- **Action item**
Using the records below, write out again exactly the lines that begin at the line containing "8px,543px 28px,507px 44px,498px" and end at the line containing "79px,670px 120px,626px 141px,607px", and no other lines.

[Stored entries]
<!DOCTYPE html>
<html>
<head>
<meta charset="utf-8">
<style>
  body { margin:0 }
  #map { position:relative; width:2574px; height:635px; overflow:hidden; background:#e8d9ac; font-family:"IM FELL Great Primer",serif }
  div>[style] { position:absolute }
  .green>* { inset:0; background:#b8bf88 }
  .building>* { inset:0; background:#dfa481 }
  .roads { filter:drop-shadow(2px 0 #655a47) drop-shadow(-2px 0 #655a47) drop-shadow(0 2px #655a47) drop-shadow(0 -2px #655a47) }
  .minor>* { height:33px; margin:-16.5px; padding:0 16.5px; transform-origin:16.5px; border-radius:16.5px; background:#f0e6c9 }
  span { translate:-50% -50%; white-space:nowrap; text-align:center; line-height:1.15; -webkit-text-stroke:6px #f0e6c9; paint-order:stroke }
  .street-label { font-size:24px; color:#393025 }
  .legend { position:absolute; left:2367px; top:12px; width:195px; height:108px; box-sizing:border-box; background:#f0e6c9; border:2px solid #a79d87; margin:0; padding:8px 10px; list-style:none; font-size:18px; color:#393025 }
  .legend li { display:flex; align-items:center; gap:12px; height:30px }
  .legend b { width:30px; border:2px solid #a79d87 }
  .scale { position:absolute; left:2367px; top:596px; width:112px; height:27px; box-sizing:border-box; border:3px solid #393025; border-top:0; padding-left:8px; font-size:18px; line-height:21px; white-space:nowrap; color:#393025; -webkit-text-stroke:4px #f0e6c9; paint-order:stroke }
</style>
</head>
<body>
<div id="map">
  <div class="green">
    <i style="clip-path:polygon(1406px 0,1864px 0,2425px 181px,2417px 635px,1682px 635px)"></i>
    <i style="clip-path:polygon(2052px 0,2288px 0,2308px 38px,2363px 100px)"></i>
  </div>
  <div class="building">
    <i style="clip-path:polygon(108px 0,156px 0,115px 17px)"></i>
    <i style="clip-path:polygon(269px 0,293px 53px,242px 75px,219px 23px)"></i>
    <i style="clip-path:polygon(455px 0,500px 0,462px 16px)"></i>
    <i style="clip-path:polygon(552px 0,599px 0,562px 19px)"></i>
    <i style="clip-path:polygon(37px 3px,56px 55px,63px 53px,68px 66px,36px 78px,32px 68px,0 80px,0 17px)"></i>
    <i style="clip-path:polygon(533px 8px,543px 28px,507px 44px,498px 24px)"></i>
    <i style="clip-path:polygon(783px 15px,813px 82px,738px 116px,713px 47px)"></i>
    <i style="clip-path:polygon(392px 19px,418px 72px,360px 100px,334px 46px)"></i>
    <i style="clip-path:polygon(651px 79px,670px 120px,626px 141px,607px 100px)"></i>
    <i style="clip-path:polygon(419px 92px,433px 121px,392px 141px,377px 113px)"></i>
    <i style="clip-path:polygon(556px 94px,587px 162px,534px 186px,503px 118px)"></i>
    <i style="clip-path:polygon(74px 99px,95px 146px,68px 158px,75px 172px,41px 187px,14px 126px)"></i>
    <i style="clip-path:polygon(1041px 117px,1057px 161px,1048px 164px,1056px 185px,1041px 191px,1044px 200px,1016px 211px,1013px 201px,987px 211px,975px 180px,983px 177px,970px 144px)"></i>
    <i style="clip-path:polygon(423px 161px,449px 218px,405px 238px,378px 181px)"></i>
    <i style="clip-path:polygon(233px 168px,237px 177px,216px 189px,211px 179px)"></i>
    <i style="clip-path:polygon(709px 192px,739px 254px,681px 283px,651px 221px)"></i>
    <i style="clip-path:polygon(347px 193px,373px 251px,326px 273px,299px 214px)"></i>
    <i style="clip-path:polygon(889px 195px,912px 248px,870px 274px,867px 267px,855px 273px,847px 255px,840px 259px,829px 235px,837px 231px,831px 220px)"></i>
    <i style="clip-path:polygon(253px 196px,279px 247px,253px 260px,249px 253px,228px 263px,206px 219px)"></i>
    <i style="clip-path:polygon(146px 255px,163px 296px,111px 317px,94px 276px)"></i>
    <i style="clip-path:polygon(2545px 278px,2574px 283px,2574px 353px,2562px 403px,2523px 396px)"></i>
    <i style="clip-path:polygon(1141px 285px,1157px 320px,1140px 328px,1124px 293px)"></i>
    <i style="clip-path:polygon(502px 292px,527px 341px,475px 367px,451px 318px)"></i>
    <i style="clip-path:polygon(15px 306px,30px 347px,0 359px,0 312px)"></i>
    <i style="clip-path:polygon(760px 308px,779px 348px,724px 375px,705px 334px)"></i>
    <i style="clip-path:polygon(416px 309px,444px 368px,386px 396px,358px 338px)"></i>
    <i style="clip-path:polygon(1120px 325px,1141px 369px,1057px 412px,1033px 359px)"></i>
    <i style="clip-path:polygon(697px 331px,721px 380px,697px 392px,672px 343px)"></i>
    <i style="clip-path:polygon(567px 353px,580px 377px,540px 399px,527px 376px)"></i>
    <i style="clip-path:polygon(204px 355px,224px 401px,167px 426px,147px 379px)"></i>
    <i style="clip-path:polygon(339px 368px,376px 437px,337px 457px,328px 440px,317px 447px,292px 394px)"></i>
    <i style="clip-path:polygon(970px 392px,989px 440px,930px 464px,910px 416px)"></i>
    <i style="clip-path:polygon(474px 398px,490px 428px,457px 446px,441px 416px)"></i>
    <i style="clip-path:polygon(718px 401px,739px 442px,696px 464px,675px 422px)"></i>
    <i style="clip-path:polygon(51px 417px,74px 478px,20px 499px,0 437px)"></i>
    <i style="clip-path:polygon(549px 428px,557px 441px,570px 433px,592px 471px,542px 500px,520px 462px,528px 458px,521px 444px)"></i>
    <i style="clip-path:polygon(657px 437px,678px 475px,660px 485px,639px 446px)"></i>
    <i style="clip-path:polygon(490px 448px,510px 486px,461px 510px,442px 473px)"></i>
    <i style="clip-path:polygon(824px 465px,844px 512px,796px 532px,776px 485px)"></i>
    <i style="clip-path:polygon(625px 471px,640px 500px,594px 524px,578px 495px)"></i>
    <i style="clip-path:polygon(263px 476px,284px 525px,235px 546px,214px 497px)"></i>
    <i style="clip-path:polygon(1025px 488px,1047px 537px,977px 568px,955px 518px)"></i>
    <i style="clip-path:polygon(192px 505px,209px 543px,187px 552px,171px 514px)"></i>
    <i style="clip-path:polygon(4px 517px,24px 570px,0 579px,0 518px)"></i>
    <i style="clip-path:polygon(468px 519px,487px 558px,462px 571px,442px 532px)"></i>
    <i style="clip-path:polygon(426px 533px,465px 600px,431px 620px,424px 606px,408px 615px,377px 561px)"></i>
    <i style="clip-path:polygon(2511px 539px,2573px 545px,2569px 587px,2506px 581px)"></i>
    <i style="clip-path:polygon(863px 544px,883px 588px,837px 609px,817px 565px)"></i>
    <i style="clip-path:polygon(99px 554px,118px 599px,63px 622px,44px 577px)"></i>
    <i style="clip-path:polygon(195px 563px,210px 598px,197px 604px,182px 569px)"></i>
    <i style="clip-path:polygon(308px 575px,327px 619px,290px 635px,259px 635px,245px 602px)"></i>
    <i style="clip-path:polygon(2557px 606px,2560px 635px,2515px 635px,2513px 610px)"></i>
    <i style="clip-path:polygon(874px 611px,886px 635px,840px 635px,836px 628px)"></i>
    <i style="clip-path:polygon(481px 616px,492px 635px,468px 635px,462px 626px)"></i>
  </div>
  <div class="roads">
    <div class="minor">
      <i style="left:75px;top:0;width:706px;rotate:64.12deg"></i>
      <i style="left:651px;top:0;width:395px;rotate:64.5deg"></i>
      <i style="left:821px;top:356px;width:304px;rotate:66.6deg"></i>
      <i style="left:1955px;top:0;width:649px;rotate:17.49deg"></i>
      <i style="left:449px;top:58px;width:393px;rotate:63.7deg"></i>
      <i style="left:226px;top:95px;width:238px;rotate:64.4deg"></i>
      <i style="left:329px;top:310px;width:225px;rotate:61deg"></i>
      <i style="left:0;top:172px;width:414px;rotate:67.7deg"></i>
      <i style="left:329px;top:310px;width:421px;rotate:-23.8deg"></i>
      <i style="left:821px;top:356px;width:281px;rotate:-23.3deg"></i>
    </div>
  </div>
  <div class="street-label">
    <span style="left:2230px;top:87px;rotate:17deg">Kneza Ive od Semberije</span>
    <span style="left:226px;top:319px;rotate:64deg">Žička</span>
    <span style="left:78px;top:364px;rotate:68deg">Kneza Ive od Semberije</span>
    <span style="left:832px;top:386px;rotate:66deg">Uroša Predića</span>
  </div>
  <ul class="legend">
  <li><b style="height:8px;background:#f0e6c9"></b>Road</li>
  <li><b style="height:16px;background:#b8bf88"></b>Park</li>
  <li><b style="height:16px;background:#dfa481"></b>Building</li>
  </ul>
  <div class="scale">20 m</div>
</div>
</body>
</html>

- **Output for this task**
    <i style="clip-path:polygon(533px 8px,543px 28px,507px 44px,498px 24px)"></i>
    <i style="clip-path:polygon(783px 15px,813px 82px,738px 116px,713px 47px)"></i>
    <i style="clip-path:polygon(392px 19px,418px 72px,360px 100px,334px 46px)"></i>
    <i style="clip-path:polygon(651px 79px,670px 120px,626px 141px,607px 100px)"></i>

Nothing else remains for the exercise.